2. Net Present Value
The Net Present Value represents the difference between positive and negative cash flows, otherwise put it is the result of extracting the outflows from inflows. A project is generally accepted when its NPV is positive, meaning as such that its cash flows will be positive. If one has to choose between more projects with positive net present values, the choice falls on the project with the largest value of the NPV, as this will be the most profitable endeavor (Investopedia, 2009).
Since the situation at Galaxy Satellite Co. already reveals the NP, the NPV can be identified by subtracting the value of the initial investment from its present value, or:
Net Present Value = Present Value -- Initial Investment
Net Present Value for project A = $3,050,000 -- $3,000,000 = $50,000
Net Present Value for project B = $9,320,000 -- $9,000,000 = $320,000
Net Present Value for project C = $1,060,000 -- $1,000,000 = $60,000
Net Present Value for project D = $7,350,000 -- $7,000,000 = $350,000
Based on the calculation of the net present value, the most suitable investment alternative at this stage is revealed as being project D.
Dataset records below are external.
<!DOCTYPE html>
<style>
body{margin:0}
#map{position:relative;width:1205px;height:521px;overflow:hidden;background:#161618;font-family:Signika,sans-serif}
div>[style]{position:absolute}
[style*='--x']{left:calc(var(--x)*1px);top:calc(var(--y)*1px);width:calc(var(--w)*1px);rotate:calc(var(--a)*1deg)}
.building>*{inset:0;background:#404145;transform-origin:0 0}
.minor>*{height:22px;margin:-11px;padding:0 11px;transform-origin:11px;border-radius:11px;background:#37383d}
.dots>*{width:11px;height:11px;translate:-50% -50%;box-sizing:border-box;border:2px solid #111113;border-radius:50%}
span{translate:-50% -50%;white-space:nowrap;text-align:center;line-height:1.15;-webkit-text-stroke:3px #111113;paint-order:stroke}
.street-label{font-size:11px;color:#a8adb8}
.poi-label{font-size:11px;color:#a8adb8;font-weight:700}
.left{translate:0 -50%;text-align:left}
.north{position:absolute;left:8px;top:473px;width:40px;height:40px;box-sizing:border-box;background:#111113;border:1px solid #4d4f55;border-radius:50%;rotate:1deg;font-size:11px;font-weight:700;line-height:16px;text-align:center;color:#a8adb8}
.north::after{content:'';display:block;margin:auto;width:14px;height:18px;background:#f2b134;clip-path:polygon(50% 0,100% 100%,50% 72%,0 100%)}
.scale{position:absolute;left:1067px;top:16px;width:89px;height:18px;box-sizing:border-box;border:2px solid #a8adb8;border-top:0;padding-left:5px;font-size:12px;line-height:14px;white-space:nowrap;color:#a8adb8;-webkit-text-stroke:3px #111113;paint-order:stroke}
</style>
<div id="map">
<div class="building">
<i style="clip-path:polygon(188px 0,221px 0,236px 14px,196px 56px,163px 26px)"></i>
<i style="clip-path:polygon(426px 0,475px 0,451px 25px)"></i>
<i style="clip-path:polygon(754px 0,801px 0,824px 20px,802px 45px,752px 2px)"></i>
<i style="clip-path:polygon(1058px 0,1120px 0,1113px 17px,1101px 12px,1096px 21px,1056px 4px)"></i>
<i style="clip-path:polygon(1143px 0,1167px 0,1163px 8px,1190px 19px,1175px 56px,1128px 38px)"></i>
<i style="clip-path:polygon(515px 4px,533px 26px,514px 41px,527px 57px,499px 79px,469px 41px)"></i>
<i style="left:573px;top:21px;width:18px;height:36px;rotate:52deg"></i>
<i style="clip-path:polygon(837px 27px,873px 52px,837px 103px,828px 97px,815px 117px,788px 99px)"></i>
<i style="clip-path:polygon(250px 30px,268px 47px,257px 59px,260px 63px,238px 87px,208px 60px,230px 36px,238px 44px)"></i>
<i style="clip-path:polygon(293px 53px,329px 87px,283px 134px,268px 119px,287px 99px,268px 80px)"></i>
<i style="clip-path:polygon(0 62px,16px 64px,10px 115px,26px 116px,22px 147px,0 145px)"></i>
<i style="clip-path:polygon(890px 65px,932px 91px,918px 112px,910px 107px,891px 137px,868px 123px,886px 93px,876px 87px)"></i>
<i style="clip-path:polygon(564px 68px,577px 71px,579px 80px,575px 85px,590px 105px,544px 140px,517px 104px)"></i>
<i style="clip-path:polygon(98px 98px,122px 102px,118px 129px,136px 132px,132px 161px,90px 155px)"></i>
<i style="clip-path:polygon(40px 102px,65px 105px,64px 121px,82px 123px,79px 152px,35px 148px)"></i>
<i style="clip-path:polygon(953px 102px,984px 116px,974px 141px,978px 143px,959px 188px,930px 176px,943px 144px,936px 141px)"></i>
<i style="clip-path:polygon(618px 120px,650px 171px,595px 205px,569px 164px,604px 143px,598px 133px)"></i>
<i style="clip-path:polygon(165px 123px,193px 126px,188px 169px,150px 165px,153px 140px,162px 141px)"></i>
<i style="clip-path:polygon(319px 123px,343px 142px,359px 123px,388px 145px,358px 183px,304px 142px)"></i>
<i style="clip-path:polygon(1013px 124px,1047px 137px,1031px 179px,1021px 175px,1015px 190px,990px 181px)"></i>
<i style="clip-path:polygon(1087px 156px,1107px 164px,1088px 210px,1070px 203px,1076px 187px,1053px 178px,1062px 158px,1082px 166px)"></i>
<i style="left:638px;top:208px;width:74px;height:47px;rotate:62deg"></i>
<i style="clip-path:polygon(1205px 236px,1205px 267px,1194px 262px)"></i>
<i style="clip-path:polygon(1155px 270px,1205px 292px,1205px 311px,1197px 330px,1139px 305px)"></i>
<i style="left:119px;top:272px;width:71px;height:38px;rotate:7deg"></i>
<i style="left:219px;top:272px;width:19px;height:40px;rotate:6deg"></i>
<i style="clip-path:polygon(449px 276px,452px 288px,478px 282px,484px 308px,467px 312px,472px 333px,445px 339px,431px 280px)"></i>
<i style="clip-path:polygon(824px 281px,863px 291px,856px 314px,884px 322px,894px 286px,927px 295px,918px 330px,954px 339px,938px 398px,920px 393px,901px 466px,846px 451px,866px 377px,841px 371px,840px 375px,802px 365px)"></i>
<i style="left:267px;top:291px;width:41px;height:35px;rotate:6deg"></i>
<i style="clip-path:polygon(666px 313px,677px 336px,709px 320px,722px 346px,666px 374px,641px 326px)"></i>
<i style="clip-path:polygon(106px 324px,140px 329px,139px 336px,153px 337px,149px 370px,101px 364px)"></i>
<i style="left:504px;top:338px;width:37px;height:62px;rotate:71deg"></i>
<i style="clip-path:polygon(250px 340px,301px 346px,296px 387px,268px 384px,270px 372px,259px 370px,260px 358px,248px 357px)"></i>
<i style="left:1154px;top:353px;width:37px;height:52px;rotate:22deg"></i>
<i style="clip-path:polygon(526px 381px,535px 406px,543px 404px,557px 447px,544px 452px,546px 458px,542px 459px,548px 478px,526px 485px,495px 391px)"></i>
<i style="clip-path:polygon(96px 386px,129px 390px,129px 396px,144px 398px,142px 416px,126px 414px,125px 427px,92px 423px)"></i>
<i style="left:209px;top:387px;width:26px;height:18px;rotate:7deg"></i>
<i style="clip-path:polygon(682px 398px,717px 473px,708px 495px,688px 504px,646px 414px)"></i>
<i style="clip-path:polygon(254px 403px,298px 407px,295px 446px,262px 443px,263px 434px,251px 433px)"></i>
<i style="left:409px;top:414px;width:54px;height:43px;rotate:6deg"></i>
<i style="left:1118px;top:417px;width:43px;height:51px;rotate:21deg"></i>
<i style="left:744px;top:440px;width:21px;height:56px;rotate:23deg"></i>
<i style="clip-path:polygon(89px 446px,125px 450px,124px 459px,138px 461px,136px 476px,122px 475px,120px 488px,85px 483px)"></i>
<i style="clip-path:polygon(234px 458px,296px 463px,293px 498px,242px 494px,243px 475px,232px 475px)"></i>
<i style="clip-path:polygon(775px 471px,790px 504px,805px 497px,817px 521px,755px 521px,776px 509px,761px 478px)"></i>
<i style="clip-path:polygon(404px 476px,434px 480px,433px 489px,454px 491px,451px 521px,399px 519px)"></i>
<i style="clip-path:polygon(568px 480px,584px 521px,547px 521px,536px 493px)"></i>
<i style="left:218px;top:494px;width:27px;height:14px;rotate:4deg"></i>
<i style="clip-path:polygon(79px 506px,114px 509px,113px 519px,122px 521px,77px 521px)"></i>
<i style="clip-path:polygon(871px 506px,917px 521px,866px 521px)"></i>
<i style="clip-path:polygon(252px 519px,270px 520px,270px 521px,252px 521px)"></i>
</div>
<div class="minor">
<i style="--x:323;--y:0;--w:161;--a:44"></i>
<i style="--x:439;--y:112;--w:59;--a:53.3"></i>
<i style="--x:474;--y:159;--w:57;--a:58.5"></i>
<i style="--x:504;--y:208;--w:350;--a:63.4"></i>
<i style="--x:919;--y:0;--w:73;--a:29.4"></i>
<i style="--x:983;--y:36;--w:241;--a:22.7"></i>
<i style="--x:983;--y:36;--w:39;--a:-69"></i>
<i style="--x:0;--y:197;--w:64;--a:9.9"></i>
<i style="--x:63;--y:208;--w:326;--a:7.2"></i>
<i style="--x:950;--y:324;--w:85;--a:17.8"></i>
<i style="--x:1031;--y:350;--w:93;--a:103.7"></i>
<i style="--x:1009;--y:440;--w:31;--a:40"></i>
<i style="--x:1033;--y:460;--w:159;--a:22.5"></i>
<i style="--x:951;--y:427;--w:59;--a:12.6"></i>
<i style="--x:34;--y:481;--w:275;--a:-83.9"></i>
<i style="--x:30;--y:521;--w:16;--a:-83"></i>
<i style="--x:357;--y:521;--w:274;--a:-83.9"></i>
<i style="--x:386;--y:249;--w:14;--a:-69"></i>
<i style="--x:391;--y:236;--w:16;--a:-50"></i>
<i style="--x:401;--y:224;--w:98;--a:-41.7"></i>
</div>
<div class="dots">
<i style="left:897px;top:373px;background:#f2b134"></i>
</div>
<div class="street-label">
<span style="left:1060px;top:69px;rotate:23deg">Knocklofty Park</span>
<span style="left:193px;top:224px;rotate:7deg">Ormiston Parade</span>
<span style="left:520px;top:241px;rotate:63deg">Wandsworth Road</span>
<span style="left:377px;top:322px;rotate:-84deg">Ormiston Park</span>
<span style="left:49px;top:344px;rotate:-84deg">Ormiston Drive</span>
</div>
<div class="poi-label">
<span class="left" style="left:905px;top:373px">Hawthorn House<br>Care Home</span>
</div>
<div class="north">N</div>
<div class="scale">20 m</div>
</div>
3. Internal Rate of Return
The internal rate of return is used by economists and investors to identify the expected financial outcome of a given project. It is generally accepted that the final value of the internal return will vary from the initial calculations, but it is still relevant as the proportions in modifications will tend to remain relatively constant. The internal rate of return can be perceived similarly to the growth rate a project is expected to return and given this situation, the project with the highest IRR will be the one to be selected by the organization (Investopedia, 2009).
Internal rates of return for the four alternative investment projects are: project A -- 21%, project B -- 25%, project C -- 24% and project D -- 23%. Based on this measured rates, the most desirable course of action for Galaxy Satellite Co. is investment project B, with the highest IRR of 25%.